Gessmann founded the prestigious training center in Duisburg in 1973, known as the Psychotherapeutic Institute Bergerhausen. To date, it has trained over 1,500 psychotherapists. At the beginning of 2013, Gessmann was named appointed as a visiting professor at State University Smolensk.
28. Carol Dweck
Professor of Psychology at Stanford University, Carol Dweck has become recognized for her research in the fields of motivation and social psychology. Her research focuses on origins of social, personality, and developmental psychology and how they bridge together with self-regulation and mindsets.
Dweck is the recipient of numerous awards and honors, including Distinguished Scholar Award in 2013 for the Society for Personality and Social Psychology.
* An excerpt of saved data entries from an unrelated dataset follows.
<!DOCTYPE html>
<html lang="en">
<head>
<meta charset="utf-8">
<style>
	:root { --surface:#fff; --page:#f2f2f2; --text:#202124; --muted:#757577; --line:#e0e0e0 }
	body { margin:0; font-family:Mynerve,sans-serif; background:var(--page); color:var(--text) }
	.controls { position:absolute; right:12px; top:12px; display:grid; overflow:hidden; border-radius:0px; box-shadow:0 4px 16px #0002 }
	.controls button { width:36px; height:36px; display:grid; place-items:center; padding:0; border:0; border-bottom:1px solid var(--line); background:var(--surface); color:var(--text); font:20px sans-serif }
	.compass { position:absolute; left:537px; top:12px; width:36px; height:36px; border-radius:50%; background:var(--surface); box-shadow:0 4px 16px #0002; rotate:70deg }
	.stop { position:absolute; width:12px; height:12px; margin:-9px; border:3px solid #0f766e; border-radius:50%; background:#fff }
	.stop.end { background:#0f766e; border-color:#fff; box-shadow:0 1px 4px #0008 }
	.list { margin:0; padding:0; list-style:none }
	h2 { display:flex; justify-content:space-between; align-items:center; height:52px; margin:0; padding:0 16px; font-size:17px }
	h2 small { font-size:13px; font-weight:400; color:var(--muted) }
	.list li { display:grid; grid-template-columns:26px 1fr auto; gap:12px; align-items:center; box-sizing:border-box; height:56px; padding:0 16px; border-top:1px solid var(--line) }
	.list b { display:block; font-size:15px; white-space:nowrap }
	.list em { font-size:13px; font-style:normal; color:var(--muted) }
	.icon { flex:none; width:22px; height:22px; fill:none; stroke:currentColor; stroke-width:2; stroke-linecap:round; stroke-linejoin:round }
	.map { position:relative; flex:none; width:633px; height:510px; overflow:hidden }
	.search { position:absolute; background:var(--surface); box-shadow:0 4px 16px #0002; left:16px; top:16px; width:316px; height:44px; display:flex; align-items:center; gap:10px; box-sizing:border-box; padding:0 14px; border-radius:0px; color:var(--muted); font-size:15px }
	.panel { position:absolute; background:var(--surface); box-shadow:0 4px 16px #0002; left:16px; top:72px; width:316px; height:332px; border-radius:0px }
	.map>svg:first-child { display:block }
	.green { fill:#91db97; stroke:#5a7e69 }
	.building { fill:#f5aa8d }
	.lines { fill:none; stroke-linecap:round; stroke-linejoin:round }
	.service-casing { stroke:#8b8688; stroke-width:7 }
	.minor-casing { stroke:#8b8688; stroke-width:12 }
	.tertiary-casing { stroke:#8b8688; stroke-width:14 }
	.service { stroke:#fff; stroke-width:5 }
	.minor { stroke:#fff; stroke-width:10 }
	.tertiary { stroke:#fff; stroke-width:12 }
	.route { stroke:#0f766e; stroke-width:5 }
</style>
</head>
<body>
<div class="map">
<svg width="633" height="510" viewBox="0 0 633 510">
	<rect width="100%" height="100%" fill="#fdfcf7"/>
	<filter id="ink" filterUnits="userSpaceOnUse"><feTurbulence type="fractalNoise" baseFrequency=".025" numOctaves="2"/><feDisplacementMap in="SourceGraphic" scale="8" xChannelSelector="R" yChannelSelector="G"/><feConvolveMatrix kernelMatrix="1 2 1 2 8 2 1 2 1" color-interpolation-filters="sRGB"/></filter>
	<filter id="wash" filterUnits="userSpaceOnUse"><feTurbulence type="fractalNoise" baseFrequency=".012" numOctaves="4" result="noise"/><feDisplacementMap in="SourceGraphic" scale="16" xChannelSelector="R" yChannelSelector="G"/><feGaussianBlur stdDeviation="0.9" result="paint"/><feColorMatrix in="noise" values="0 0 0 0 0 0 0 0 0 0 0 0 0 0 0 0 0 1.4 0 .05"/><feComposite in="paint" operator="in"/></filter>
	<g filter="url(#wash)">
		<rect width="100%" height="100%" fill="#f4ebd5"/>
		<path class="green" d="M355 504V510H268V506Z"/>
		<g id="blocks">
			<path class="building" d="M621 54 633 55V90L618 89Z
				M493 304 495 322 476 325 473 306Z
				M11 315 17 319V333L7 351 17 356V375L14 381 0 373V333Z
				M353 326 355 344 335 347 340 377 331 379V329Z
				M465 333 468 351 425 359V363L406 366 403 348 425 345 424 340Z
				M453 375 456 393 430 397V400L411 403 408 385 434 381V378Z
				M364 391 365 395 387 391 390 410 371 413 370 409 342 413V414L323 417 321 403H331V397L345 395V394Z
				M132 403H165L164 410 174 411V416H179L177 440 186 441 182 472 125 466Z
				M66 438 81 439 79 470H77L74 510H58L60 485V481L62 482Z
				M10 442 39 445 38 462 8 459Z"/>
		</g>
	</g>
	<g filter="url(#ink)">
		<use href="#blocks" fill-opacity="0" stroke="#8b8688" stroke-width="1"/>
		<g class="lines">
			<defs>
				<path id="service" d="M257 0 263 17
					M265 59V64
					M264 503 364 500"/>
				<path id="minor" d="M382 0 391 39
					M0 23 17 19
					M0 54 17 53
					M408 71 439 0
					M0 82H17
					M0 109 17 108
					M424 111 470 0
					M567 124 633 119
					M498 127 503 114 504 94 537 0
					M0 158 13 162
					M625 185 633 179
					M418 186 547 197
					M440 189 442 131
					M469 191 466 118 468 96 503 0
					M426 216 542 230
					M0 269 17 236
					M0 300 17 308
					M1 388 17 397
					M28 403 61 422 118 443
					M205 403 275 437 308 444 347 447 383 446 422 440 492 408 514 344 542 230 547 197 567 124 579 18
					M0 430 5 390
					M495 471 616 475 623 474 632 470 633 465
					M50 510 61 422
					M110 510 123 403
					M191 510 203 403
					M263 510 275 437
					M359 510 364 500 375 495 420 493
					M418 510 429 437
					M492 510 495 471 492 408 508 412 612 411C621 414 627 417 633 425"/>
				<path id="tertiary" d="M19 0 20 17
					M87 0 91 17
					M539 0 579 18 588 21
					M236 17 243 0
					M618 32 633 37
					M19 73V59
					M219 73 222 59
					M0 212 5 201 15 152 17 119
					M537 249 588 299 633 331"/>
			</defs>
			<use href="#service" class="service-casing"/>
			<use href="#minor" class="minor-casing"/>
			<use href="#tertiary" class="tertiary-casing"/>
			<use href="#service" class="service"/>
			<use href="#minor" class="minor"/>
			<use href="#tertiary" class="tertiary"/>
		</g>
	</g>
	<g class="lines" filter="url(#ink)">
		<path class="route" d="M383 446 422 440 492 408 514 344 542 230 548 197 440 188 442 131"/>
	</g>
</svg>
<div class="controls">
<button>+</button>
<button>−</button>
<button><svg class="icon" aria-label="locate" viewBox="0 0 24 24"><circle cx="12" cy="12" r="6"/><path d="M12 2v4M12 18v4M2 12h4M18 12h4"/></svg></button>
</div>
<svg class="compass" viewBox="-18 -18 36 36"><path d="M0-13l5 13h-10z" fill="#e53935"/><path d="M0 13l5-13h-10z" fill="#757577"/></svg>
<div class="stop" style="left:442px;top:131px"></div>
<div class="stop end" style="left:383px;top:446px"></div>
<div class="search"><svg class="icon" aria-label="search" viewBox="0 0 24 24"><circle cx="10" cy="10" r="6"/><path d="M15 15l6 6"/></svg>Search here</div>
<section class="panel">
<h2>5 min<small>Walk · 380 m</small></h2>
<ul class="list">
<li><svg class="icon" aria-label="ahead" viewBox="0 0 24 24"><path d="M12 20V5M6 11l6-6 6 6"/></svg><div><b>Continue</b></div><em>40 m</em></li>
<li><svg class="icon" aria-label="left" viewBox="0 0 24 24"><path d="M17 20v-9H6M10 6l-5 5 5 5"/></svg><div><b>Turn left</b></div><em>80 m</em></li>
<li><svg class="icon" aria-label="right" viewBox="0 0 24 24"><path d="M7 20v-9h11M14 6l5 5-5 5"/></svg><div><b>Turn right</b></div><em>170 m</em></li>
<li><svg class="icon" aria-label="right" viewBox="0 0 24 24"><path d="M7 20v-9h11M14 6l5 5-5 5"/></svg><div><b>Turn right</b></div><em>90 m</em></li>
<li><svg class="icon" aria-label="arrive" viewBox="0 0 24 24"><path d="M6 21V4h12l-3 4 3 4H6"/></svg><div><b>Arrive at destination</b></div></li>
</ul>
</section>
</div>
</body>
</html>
Her key contribution to social psychology focuses on her theories of intelligence, showcased in her 2006 book entitled Mindset: The New Psychology of Success.
29. Roy Baumeister
A Francis Eppes Professor of Psychology at Florida State University, Roy Baumeister is known for his research on the self, irrationality and self-defeating behavior, self-regulation, and the need to belong. His current research focuses on self-control and decision-making.
Baumeister received his doctorate from Princeton University and has focused his interests in sociology and social networks, sexual orientation, and the self and identity. He is the author of six books and numerous journal articles. He is active in social media and known for his provocative studies in erotic plasticity.
30. Albert Bandura
The most cited counseling psychologist alive is Albert Bandura, a David Starr Jordan Professor Emeritus of Social Science in Psychology at Stanford University. Bandura’s contribution to the field of psychology spans nearly six decades and includes areas of specialty in therapy, personality, social cognition, and behaviorism.
Bandura is recognized as the most influential psychologist of the twentieth century and was awarded the Grawemeyer Award at the age of 82. He remains a critical influence in the fields of social learning, aggression, and social behavior.